Though he claims to be “a normal, boring guy in real life”, Gunn’s anything but. A horror enthusiast who’s best buds with Rob Zombie, he’s killed his brother Sean in just about every movie he’s made (“I love doing that”).
And Gunn is the perfect choice for Guardians, with its off-the-wall characters and its pulp-y sensibilities. (It features, lest we forget, an anthropomorphic raccoon voiced by Bradley Cooper…)
Born in August 1970, Gunn’s been in the industry ever since he started working for cult studio Troma Entertainment in 1996. His hugely varied CV includes scripting everything from Scooby Doo to Dawn Of The Dead ’04, and he’s even turned his hand to acting on occasion, mostly recently appearing in Twisted Pixel videogame LocoCycle.
It’s fair to say, though, that Guardians Of The Galaxy is Gunn’s (.44) magnum opus. A left-field choice by a notoriously open-minded studio, Gunn beat Peyton Reed (now directing Ant-Man) and Ryan Fleck and Anna Boden to the director’s chair, and has been waxing lyrical over landing the gig ever since.
In fact, despite the film’s ginormous scale, it could just be the ‘most James Gunn’ movie ever made; Joss Whedon infamously advised the director to “Put in more James Gunn” when he read a draft of the script, and from what we’ve seen so far, he’s certainly done that.
But what exactly is a James Gunn movie?
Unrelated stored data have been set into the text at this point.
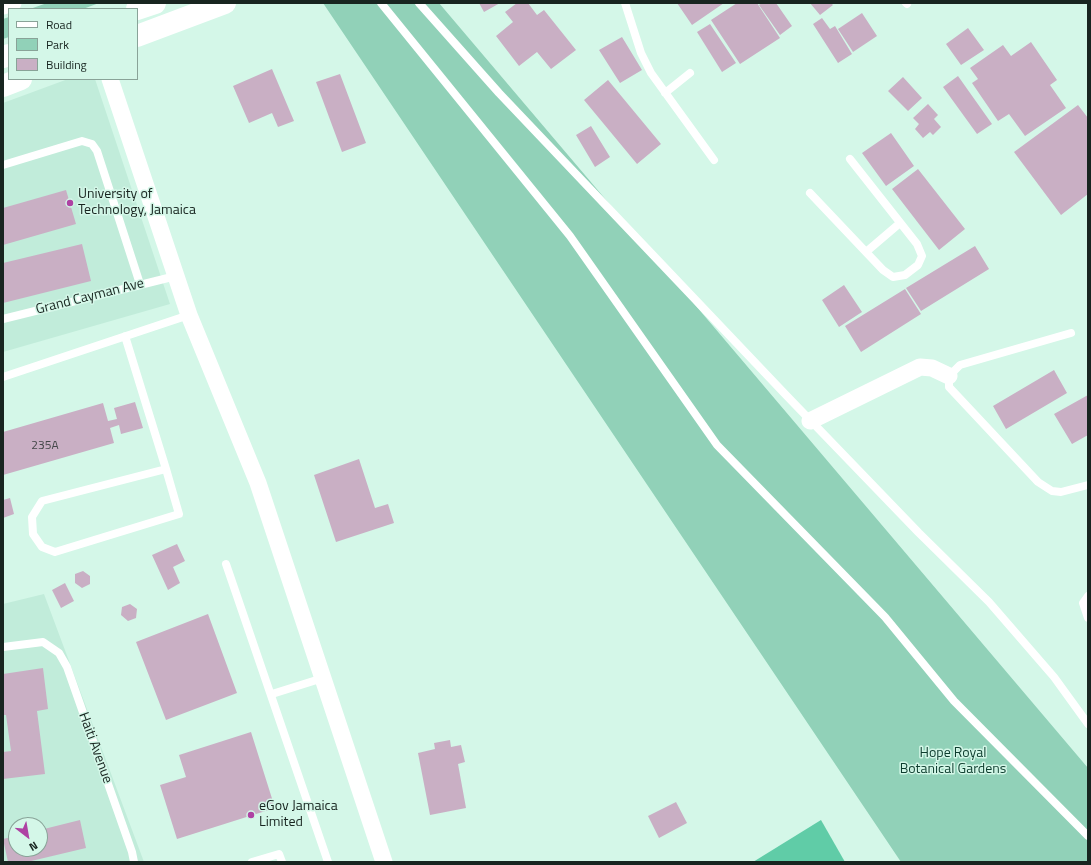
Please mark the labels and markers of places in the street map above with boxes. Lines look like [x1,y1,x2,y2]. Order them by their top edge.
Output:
place label: University of Technology, Jamaica [78,187,196,220]
marker: University of Technology, Jamaica [65,198,75,208]
place label: eGov Jamaica Limited [259,799,338,832]
marker: eGov Jamaica Limited [246,810,256,820]

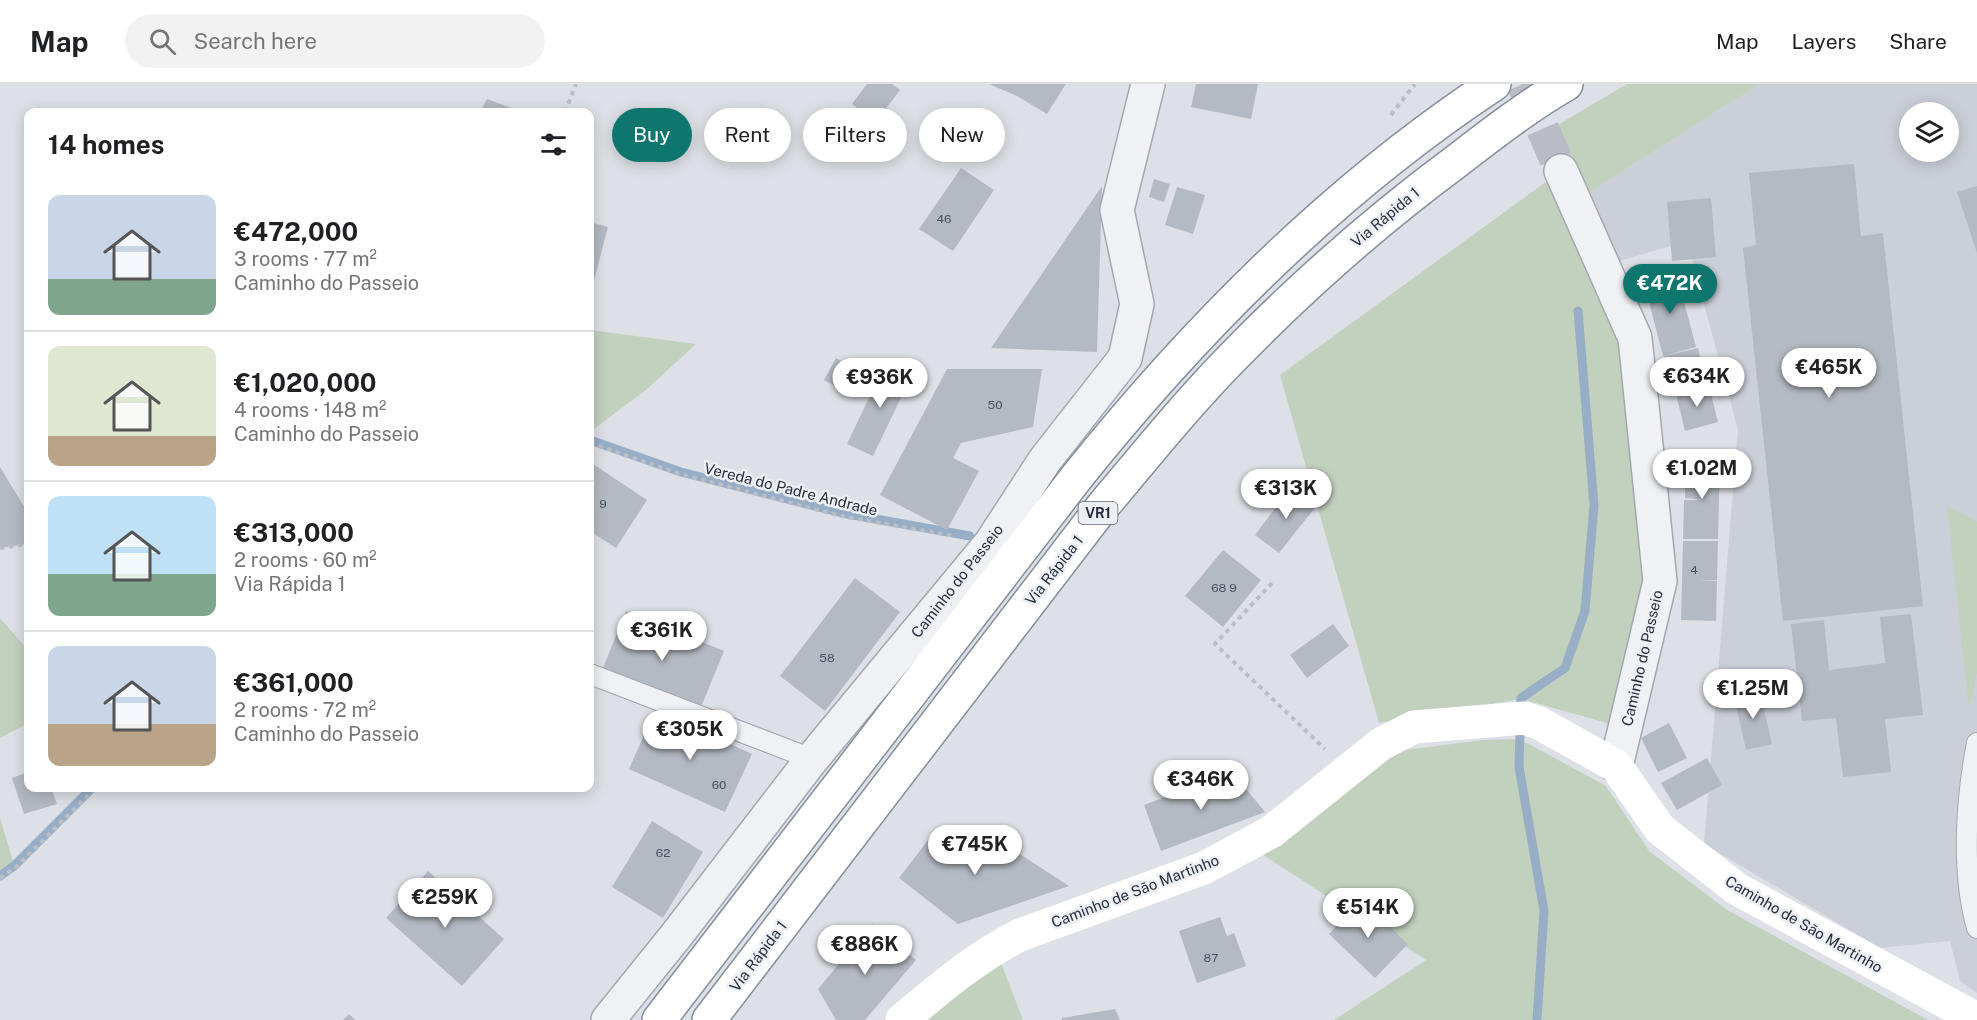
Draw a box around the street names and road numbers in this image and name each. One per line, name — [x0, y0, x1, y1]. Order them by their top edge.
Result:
street label: Via Rápida 1 — [1347, 184, 1423, 250]
street label: Vereda do Padre Andrade — [703, 459, 879, 519]
road number: VR1 — [1078, 502, 1118, 524]
street label: Caminho do Passeio — [908, 521, 1006, 641]
street label: Via Rápida 1 — [1022, 532, 1086, 608]
street label: Caminho do Passeio — [1618, 588, 1666, 728]
street label: Caminho de São Martinho — [1049, 851, 1221, 931]
street label: Caminho de São Martinho — [1723, 872, 1885, 976]
street label: Via Rápida 1 — [726, 917, 790, 995]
We took a look through his back catalogue to find out...
Tromeo & Juliet (1996)
The first feature Gunn ever wrote and directed, this loving Shakespearean pastiche sticks pretty close to the original plot, but throws in a ton of sex, violence and gory prosthetics (giant willy alert!) – because surely that’s what Will himself would’ve done if he was still alive in 1996.
“It influenced me a lot,” Gunn says of working for Troma. “It taught me things like, ‘How do you save money?’ and so on and so forth. It showed me where things work and where they don’t. It was a great education for me. It’s like a permanent part of my ass. I don’t even think of it as an influence anymore.”
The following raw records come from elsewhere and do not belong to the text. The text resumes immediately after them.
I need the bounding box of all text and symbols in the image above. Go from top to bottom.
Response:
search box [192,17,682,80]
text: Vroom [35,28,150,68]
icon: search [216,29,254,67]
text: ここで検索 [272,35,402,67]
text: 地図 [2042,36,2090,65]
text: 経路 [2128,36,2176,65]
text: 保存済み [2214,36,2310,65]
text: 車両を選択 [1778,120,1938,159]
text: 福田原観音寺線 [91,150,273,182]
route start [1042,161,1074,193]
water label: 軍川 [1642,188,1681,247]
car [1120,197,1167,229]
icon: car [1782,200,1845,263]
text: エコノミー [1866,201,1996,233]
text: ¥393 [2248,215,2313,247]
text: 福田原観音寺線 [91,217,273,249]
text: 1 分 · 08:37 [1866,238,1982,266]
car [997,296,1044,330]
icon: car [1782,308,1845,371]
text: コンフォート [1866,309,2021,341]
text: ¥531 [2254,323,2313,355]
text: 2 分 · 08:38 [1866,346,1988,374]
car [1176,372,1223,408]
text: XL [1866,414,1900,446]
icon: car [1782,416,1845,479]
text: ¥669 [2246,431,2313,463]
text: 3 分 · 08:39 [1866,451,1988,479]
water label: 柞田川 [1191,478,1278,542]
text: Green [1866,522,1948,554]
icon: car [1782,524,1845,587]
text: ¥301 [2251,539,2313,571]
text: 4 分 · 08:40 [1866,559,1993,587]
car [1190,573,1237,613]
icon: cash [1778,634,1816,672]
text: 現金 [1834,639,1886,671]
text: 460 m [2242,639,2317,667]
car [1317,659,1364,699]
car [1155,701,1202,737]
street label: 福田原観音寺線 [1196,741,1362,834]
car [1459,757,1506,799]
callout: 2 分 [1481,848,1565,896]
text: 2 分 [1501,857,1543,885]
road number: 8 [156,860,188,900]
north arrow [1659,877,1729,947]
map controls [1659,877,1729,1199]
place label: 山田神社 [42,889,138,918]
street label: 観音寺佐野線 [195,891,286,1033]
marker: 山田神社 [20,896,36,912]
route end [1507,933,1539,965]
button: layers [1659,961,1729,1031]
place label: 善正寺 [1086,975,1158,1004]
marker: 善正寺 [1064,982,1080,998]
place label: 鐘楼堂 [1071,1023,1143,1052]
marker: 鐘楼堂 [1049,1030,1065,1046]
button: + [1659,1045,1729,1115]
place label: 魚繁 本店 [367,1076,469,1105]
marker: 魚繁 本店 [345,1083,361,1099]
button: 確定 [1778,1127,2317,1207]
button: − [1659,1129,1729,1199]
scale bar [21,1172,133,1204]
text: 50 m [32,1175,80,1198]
Variety described T&R as “no-holds Bard” and the film’s considered a staple in the B-movie monster oeuvre. It also has an awesome soundtrack (see Guardians), and it certainly makes other Shakespeare adaps like 10 Things I Hate About You look tame in comparison…
The Specials (2000)
Something of a precursor to Guardians Of The Galaxy, this one. A cheeky superhero send-up masterminded by Gunn and ’80s pin-up Rob Lowe, The Specials follows the titular group of heroes on their day off.
Don’t expect Marvel-style set-pieces, though. The Specials is all about zingy dialogue and brilliant banter as the team bicker and butt heads (see Guardians…). With a cast that includes Thomas Haden Church, Judy Greer, a VERY BLUE Jamie Kennedy plus Gunn himself (and bro Sean), it’s a cult-y delight.
“The Specials was very much geared towards readers of comic books, not fans of cinema,” Gunn muses on how things have changed since then. “I sort of miss the days where superheroes were just for me... or just for me and my fellow comic-book geeks.”
Scooby Doo (2002)
“The first Scooby-Doo was extraordinary difficult to do,” Gunn recalls of the tricky adap, “because it was initially written as a PG-13. It got an R-rating the first time it went through the MPAA, and that was the funny part. It was written as something a little raunchy and more for teens.”
What it ended up being was a family comedy that took advantage of pioneering CGI (for Scooby) and the bankability of young stars Sarah Michelle Gellar and Freddie Prinze Jr.
Many of Gunn’s more adult ideas (Shaggy as a full-on stoner, Velma and Daphne having a relationship) were excised in favour of something perkier and less confusing for the nippers.
Not that Gunn minded – he returned to script the sequel, which “was much more fun to do because we knew we were making a kids’ movie from the beginning”.
Dawn Of The Dead (2004)
Dead kids! Goresome special effects! Running zombies! Gunn scripted this reboot of the George A. Romero zombie classic (with Zack Snyder directing), generating something that was a leaner, meaner, action movie version of a zombie flick. And it’s every bit as good as Romero’s film.
Though he admitted being wary of remakes, Gunn reveals: “For some reason I was lit up by Dawn Of The Dead. I could see a different take on the same subject, with more survivors and more of a focus on surviving in a world where the rules have totally changed.”
What’s this? A philosophical monster movie? Proving that trying to put Gunn into a genre box is like stopping a Mogwai from eating after midnight, the director flipped genre tropes on their gooey heads with Slither, a gross-out, gag-filled, uber-violent ode to the very best of B-monster movies.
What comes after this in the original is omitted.